[Collected data entries]

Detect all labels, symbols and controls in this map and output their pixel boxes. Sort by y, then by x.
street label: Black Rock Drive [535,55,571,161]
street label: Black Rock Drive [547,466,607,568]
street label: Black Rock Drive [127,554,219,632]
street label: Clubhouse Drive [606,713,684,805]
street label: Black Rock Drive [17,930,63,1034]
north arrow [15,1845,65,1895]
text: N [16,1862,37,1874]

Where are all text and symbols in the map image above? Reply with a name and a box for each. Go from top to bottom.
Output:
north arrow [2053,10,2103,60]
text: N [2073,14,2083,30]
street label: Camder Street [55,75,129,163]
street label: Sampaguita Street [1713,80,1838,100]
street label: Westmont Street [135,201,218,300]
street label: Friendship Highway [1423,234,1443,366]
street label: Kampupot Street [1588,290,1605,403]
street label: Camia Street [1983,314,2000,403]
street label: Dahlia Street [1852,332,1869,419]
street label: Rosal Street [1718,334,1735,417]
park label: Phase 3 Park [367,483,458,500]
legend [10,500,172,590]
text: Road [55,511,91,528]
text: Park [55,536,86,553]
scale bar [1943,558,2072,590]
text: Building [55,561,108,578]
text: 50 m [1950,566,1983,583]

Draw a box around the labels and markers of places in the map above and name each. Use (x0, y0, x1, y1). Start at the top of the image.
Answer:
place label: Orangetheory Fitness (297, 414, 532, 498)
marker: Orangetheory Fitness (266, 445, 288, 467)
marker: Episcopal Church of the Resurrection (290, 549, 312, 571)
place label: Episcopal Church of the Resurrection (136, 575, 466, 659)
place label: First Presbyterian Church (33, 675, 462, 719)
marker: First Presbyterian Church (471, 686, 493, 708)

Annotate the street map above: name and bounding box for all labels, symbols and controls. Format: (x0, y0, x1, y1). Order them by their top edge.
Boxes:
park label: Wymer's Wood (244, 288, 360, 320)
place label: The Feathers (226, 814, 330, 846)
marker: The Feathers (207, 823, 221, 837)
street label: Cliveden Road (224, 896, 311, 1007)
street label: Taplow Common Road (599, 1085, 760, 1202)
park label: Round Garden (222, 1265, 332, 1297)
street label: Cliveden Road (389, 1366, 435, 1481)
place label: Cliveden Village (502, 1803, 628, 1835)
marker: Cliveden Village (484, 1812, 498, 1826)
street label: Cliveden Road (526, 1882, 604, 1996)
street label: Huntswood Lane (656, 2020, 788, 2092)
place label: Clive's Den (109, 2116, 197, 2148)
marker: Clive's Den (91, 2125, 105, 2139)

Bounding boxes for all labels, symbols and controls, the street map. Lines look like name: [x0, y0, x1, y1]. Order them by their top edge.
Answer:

### Work order
Set down verbatim only the lines between the start of the data above and the line with "Where are all", both boundaries included.

### Solution for this task
Detect all labels, symbols and controls in this map and output their pixel boxes. Sort by y, then by x.
street label: Black Rock Drive [535,55,571,161]
street label: Black Rock Drive [547,466,607,568]
street label: Black Rock Drive [127,554,219,632]
street label: Clubhouse Drive [606,713,684,805]
street label: Black Rock Drive [17,930,63,1034]
north arrow [15,1845,65,1895]
text: N [16,1862,37,1874]

Where are all text and symbols in the map image above? Reply with a name and a box for each. Go from top to bottom.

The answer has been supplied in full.